The Inconspicuous Codis/Redis cluster CrossSlot bug
Background — Spot the Bug!
A few months ago I was given a seemingly simple ticket. A downstream team wanted a simple API with the following logic
Request: Given a list of userIDs
Response: Find the number of conversations by these users with at least 1 unread message
We currently store the data of the unread messages in a redis sorted set with the following schema
╔══════════════════╦═════════════════════════╦════════════════╗
║ Key ║ Value ║ Type ║
╠══════════════════╬═════════════════════════╬════════════════╣
║ user_id{USER_ID} ║ {convo_id1, convo_id2…} ║ Sorted Set (Z) ║
╚══════════════════╩═════════════════════════╩════════════════╝
To answer the query, we can write the following LUA script to retrieve the necessary Data, by inputting the proper key slice into the script
GET_UNREAD_CONV_COUNT_LUA = `
local t = {}
for i, key in ipairs(KEYS) do
table.insert(t, redis.call('ZCARD', key))
end
return t
`
There is currently a bug in the methodology described above. Can you find it?
Hint: Under some circumstances, it will give a wrong answer but under other circumstance, it will work perfectly fine. Review some of the assumptions I had when developing.
In the meantime, let’s discuss about some Distributed Redis Systems:
Codis
Codis is an open-sourced distributed redis system that may be used for storing data that changes frequently and needs to be retrieved quickly & frequently. It is very similar to Redis Clusters but I will use Codis to demonstrate the basics of these distributed redis systems as Codis provides a very pretty front-end to visualise what happens underneath.
1. Single Redis Instance
Starting with the basic building block, I’m sure you are all familiar with a single redis instance. If not, here’s all you need to know:
- Redis implements a in-memory key-value storage. Every value stored on Redis has a corresponding key to access the data
- It can perform CRUD (create, read, update, delete) operations on the stored data, either directly or via a LUA Script.
However, having a single Redis to handle all requests have limitations on:
- Storage Size
- Queries able to handle per second (QPS)
A single instance is able to handle a signifiant amount of load but if we are talking about > 100,000 QPS, we need a way to scale this out.
2. Improving QPS: Codis-Group
Typically, a normal application will have significantly more read operations than writes. To improve the QPS of these, we can perform Master-Slave Replication by create one or more Slaves that helps the master handle Read-only operations.
To maintain consistency with the Master, the master Redis will continuously push changes to the data to the Slave to be updated. This mechanism however, does not guarantee strong consistency between the Master and Slave. This was intentionally done to maintain the lowest possible latency for every operation, which is the original design consideration of Redis.

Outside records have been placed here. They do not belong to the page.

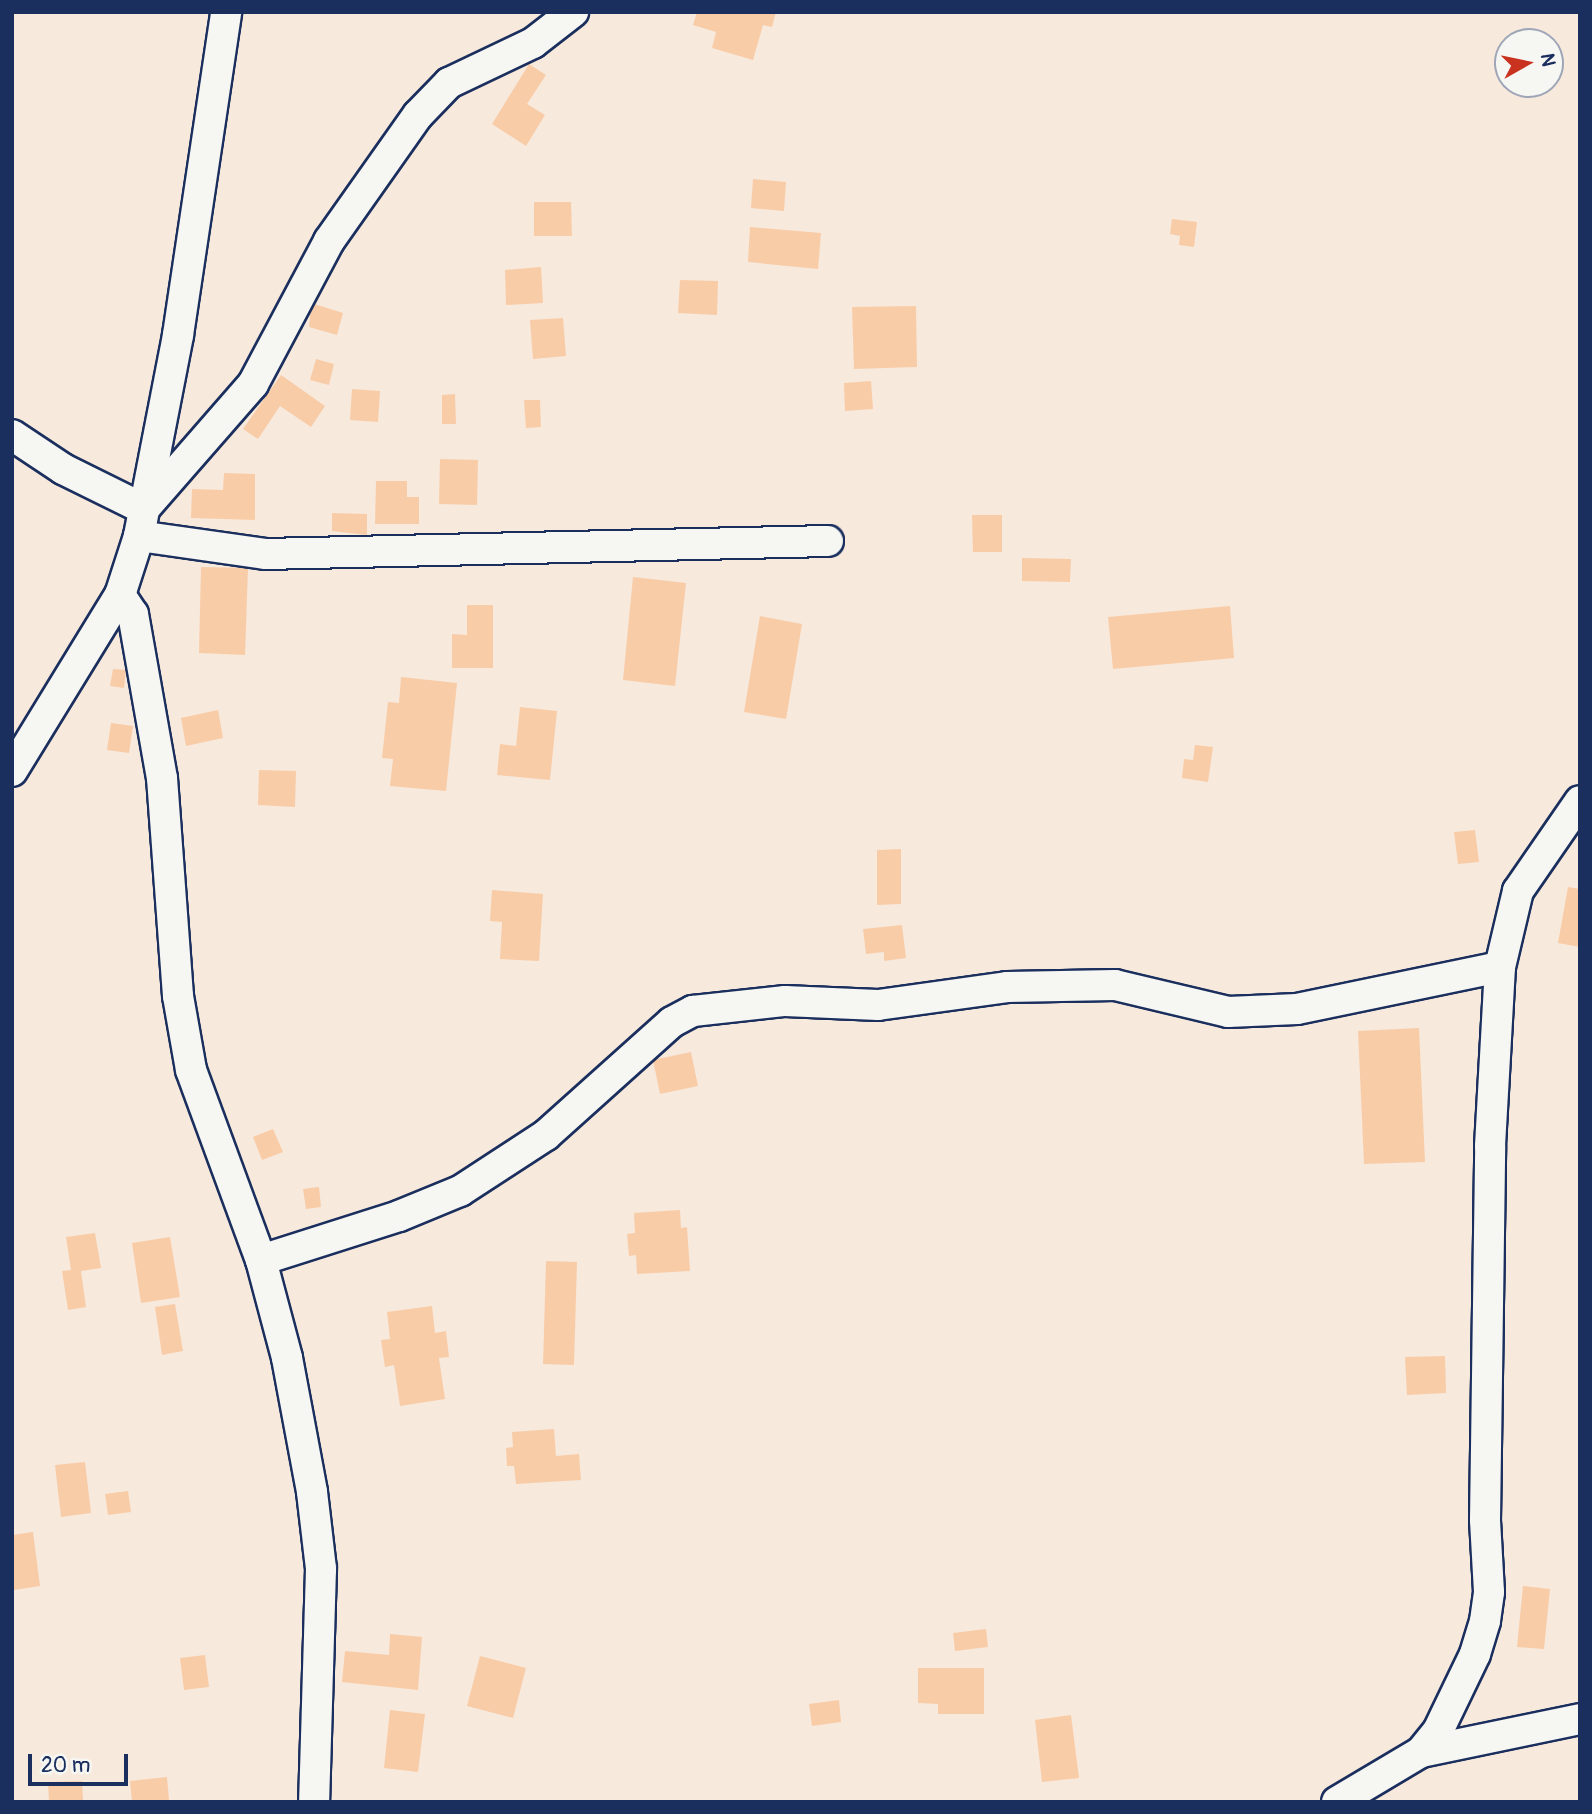 <!DOCTYPE html>
<html>
<head>
<meta charset="utf-8">
<style>
	body { margin:0 }
	#map { position:relative; width:1592px; height:1814px; overflow:hidden; background:#f7e9dc; font-family:Pangolin,sans-serif }
	div>[style] { position:absolute }
	[style*='--x'] { left:calc(var(--x)*1px); top:calc(var(--y)*1px); width:calc(var(--w)*1px); rotate:calc(var(--a)*1deg) }
	.building>* { inset:0; background:#f9cca8 }
	.roads { filter:drop-shadow(2px 0 #1b2f5e) drop-shadow(-2px 0 #1b2f5e) drop-shadow(0 2px #1b2f5e) drop-shadow(0 -2px #1b2f5e) }
	.street>* { height:30px; margin:-15px; padding:0 15px; transform-origin:15px; border-radius:15px; background:#f6f6f2 }
	span { translate:-50% -50%; white-space:nowrap; text-align:center; line-height:1.15; -webkit-text-stroke:7px #f6f6f2; paint-order:stroke }
	.frame { position:absolute; inset:0; border:14px solid #1b2f5e; pointer-events:none }
	.north { position:absolute; left:1494px; top:28px; width:70px; height:70px; box-sizing:border-box; background:#f6f6f2; border:2px solid #9ea6b7; border-radius:50%; rotate:81deg; font-size:19px; font-weight:700; line-height:28px; text-align:center; color:#1b2f5e }
	.north::after { content:''; display:block; margin:auto; width:24px; height:32px; background:#c8321e; clip-path:polygon(50% 0,100% 100%,50% 72%,0 100%) }
	.scale { position:absolute; left:28px; top:1754px; width:100px; height:32px; box-sizing:border-box; border:4px solid #1b2f5e; border-top:0; padding-left:9px; font-size:21px; line-height:24px; white-space:nowrap; color:#1b2f5e; -webkit-text-stroke:5px #f6f6f2; paint-order:stroke }
</style>
</head>
<body>
<div id="map">
	<div class="building">
		<i style="clip-path:polygon(697px 12px,776px 12px,772px 27px,763px 25px,753px 60px,712px 48px,716px 32px,693px 25px)"></i>
		<i style="clip-path:polygon(529px 64px,546px 75px,527px 104px,545px 115px,526px 146px,492px 124px)"></i>
		<i style="clip-path:polygon(753px 179px,786px 182px,784px 211px,751px 208px)"></i>
		<i style="clip-path:polygon(534px 202px,571px 202px,572px 236px,534px 236px)"></i>
		<i style="clip-path:polygon(1172px 219px,1197px 222px,1194px 247px,1179px 245px,1180px 236px,1170px 234px)"></i>
		<i style="clip-path:polygon(750px 227px,821px 233px,818px 269px,748px 262px)"></i>
		<i style="clip-path:polygon(541px 267px,543px 303px,506px 305px,505px 270px)"></i>
		<i style="clip-path:polygon(680px 280px,718px 281px,717px 315px,678px 313px)"></i>
		<i style="clip-path:polygon(311px 303px,343px 313px,337px 335px,309px 327px)"></i>
		<i style="clip-path:polygon(916px 306px,917px 367px,854px 369px,852px 307px)"></i>
		<i style="clip-path:polygon(563px 318px,566px 356px,533px 359px,530px 320px)"></i>
		<i style="clip-path:polygon(316px 359px,334px 364px,329px 385px,310px 380px)"></i>
		<i style="clip-path:polygon(281px 375px,325px 406px,311px 427px,280px 406px,258px 439px,243px 429px)"></i>
		<i style="clip-path:polygon(871px 381px,873px 409px,845px 411px,844px 383px)"></i>
		<i style="clip-path:polygon(352px 389px,380px 391px,378px 422px,350px 420px)"></i>
		<i style="clip-path:polygon(455px 394px,456px 424px,442px 424px,442px 395px)"></i>
		<i style="clip-path:polygon(524px 400px,540px 400px,541px 427px,526px 428px)"></i>
		<i style="clip-path:polygon(440px 459px,478px 460px,477px 505px,439px 504px)"></i>
		<i style="clip-path:polygon(224px 473px,255px 474px,255px 520px,191px 518px,192px 489px,223px 490px)"></i>
		<i style="clip-path:polygon(376px 481px,407px 481px,407px 497px,419px 497px,419px 524px,375px 524px)"></i>
		<i style="clip-path:polygon(332px 513px,367px 514px,367px 535px,332px 531px)"></i>
		<i style="clip-path:polygon(972px 515px,1002px 515px,1002px 552px,973px 552px)"></i>
		<i style="clip-path:polygon(1022px 558px,1071px 559px,1070px 582px,1022px 581px)"></i>
		<i style="clip-path:polygon(201px 567px,248px 568px,245px 655px,199px 653px)"></i>
		<i style="clip-path:polygon(633px 577px,686px 583px,675px 686px,623px 680px)"></i>
		<i style="clip-path:polygon(467px 605px,493px 605px,493px 668px,452px 668px,452px 634px,467px 635px)"></i>
		<i style="clip-path:polygon(1230px 606px,1234px 658px,1113px 669px,1108px 617px)"></i>
		<i style="clip-path:polygon(760px 616px,802px 624px,786px 719px,744px 712px)"></i>
		<i style="clip-path:polygon(113px 669px,126px 670px,124px 688px,110px 686px)"></i>
		<i style="clip-path:polygon(401px 677px,457px 683px,446px 791px,390px 786px,393px 759px,382px 758px,388px 702px,399px 703px)"></i>
		<i style="clip-path:polygon(520px 707px,557px 711px,550px 780px,497px 775px,500px 744px,516px 746px)"></i>
		<i style="clip-path:polygon(218px 710px,223px 738px,186px 746px,181px 718px)"></i>
		<i style="clip-path:polygon(111px 723px,133px 726px,129px 753px,107px 750px)"></i>
		<i style="clip-path:polygon(1195px 745px,1213px 747px,1208px 782px,1182px 778px,1184px 759px,1193px 760px)"></i>
		<i style="clip-path:polygon(259px 770px,296px 771px,295px 807px,258px 805px)"></i>
		<i style="clip-path:polygon(1475px 830px,1479px 862px,1458px 864px,1454px 832px)"></i>
		<i style="clip-path:polygon(901px 849px,901px 904px,877px 905px,877px 850px)"></i>
		<i style="clip-path:polygon(1568px 887px,1580px 889px,1580px 947px,1558px 943px)"></i>
		<i style="clip-path:polygon(492px 890px,543px 894px,539px 961px,500px 959px,502px 922px,490px 921px)"></i>
		<i style="clip-path:polygon(902px 925px,906px 958px,884px 961px,884px 952px,866px 954px,863px 929px)"></i>
		<i style="clip-path:polygon(1419px 1028px,1425px 1162px,1364px 1164px,1358px 1031px)"></i>
		<i style="clip-path:polygon(691px 1052px,698px 1086px,660px 1094px,653px 1060px)"></i>
		<i style="clip-path:polygon(273px 1129px,283px 1152px,262px 1160px,253px 1137px)"></i>
		<i style="clip-path:polygon(319px 1187px,321px 1207px,306px 1209px,303px 1189px)"></i>
		<i style="clip-path:polygon(680px 1210px,681px 1228px,687px 1227px,690px 1271px,637px 1274px,636px 1255px,629px 1256px,627px 1234px,635px 1233px,634px 1213px)"></i>
		<i style="clip-path:polygon(95px 1233px,101px 1268px,81px 1271px,86px 1307px,68px 1310px,62px 1271px,71px 1270px,66px 1237px)"></i>
		<i style="clip-path:polygon(170px 1237px,180px 1297px,141px 1303px,132px 1243px)"></i>
		<i style="clip-path:polygon(546px 1261px,577px 1262px,574px 1365px,543px 1364px)"></i>
		<i style="clip-path:polygon(175px 1304px,183px 1351px,162px 1355px,155px 1307px)"></i>
		<i style="clip-path:polygon(432px 1306px,435px 1333px,446px 1331px,449px 1357px,439px 1358px,445px 1399px,400px 1406px,394px 1365px,385px 1367px,381px 1340px,390px 1339px,387px 1312px)"></i>
		<i style="clip-path:polygon(1445px 1356px,1446px 1393px,1407px 1395px,1405px 1357px)"></i>
		<i style="clip-path:polygon(554px 1429px,556px 1456px,579px 1454px,581px 1480px,516px 1484px,514px 1466px,507px 1466px,506px 1448px,513px 1447px,512px 1432px)"></i>
		<i style="clip-path:polygon(85px 1462px,91px 1513px,61px 1517px,55px 1465px)"></i>
		<i style="clip-path:polygon(128px 1491px,131px 1512px,108px 1515px,105px 1494px)"></i>
		<i style="clip-path:polygon(33px 1532px,40px 1586px,14px 1590px,12px 1535px)"></i>
		<i style="clip-path:polygon(1523px 1586px,1550px 1589px,1544px 1649px,1517px 1647px)"></i>
		<i style="clip-path:polygon(986px 1629px,988px 1647px,955px 1651px,953px 1633px)"></i>
		<i style="clip-path:polygon(390px 1634px,422px 1637px,418px 1690px,342px 1682px,345px 1651px,389px 1655px)"></i>
		<i style="clip-path:polygon(205px 1655px,209px 1687px,184px 1690px,180px 1658px)"></i>
		<i style="clip-path:polygon(480px 1656px,526px 1668px,513px 1718px,467px 1706px)"></i>
		<i style="clip-path:polygon(918px 1668px,984px 1668px,984px 1714px,938px 1714px,938px 1704px,918px 1703px)"></i>
		<i style="clip-path:polygon(839px 1700px,841px 1722px,812px 1726px,809px 1704px)"></i>
		<i style="clip-path:polygon(390px 1710px,425px 1714px,418px 1772px,384px 1768px)"></i>
		<i style="clip-path:polygon(1071px 1715px,1079px 1778px,1042px 1782px,1035px 1720px)"></i>
		<i style="clip-path:polygon(167px 1777px,169px 1800px,132px 1802px,130px 1781px)"></i>
		<i style="clip-path:polygon(82px 1781px,83px 1800px,49px 1802px,48px 1782px)"></i>
	</div>
	<div class="roads">
		<div class="street">
			<i style="--x:12;--y:435;--w:61;--a:33.7"></i>
			<i style="--x:63;--y:469;--w:90;--a:26.3"></i>
			<i style="--x:144;--y:509;--w:166;--a:-48.9"></i>
			<i style="--x:253;--y:384;--w:162;--a:-62"></i>
			<i style="--x:329;--y:241;--w:154;--a:-54.8"></i>
			<i style="--x:418;--y:115;--w:45;--a:-45.9"></i>
			<i style="--x:449;--y:83;--w:93;--a:-25.5"></i>
			<i style="--x:533;--y:43;--w:51;--a:-37.8"></i>
			<i style="--x:139;--y:536;--w:127;--a:8.1"></i>
			<i style="--x:265;--y:554;--w:563;--a:-1.32"></i>
			<i style="--x:120;--y:595;--w:23;--a:56"></i>
			<i style="--x:133;--y:614;--w:167;--a:80"></i>
			<i style="--x:162;--y:778;--w:219;--a:85.8"></i>
			<i style="--x:178;--y:996;--w:75;--a:80"></i>
			<i style="--x:191;--y:1070;--w:202;--a:69.8"></i>
			<i style="--x:261;--y:1260;--w:101;--a:75.1"></i>
			<i style="--x:287;--y:1358;--w:136;--a:79.4"></i>
			<i style="--x:312;--y:1492;--w:78;--a:83.3"></i>
			<i style="--x:321;--y:1569;--w:233;--a:91.7"></i>
			<i style="--x:12;--y:771;--w:206;--a:-58.5"></i>
			<i style="--x:120;--y:595;--w:62;--a:-72.1"></i>
			<i style="--x:139;--y:536;--w:205;--a:-79"></i>
			<i style="--x:178;--y:335;--w:327;--a:-81.5"></i>
			<i style="--x:261;--y:1260;--w:145;--a:-17.7"></i>
			<i style="--x:399;--y:1216;--w:66;--a:-22.3"></i>
			<i style="--x:460;--y:1191;--w:103;--a:-33.1"></i>
			<i style="--x:546;--y:1135;--w:169;--a:-41.9"></i>
			<i style="--x:672;--y:1022;--w:24;--a:-28"></i>
			<i style="--x:693;--y:1011;--w:93;--a:-6.2"></i>
			<i style="--x:785;--y:1001;--w:93;--a:2.5"></i>
			<i style="--x:878;--y:1005;--w:130;--a:-7.9"></i>
			<i style="--x:1007;--y:987;--w:108;--a:-1.1"></i>
			<i style="--x:1115;--y:985;--w:116;--a:13.4"></i>
			<i style="--x:1228;--y:1012;--w:69;--a:-2.5"></i>
			<i style="--x:1297;--y:1009;--w:207;--a:-11.7"></i>
			<i style="--x:1421;--y:1752;--w:162;--a:-11.7"></i>
			<i style="--x:1337;--y:1802;--w:98;--a:-30.8"></i>
			<i style="--x:1421;--y:1752;--w:27;--a:-51"></i>
			<i style="--x:1438;--y:1731;--w:85;--a:-64.3"></i>
			<i style="--x:1475;--y:1654;--w:34;--a:-73"></i>
			<i style="--x:1485;--y:1621;--w:29;--a:-82"></i>
			<i style="--x:1489;--y:1592;--w:72;--a:-93.2"></i>
			<i style="--x:1485;--y:1520;--w:374;--a:-89.2"></i>
			<i style="--x:1490;--y:1146;--w:179;--a:-86.8"></i>
			<i style="--x:1500;--y:967;--w:78;--a:-76.7"></i>
			<i style="--x:1518;--y:891;--w:109;--a:-55.4"></i>
		</div>
	</div>
	<div class="frame"></div>
	<div class="north">N</div>
	<div class="scale">20 m</div>
</div>
</body>
</html>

A network of Redis Servers (one Master, many Slaves) make up a single Codis Group.
3. Improving QPS & Storage capacity: Multiple Codis Groups
We are also able to scale this out by having multiple Codis Groups, with each group storing and operating on its own unique set of keys and values.
Coordination — Codis Proxy
Having multiple Codis groups requires some sort of coordinator or orchestrator to allocate which group manages which keys. That is the job of the Codis Proxy. This is done through a process called Slotting.
Slotting
The Slotting Algorithm maps any key to one of 1024 slots (or buckets) the following way:
slot = CRC16(key) % 1024
Let’s say a proxy calculates the slot of a particular key to be slot # 5
The Codis proxy then finds out which Codis group is managing keys for slot 5 (A Codis group can manage multiple slots)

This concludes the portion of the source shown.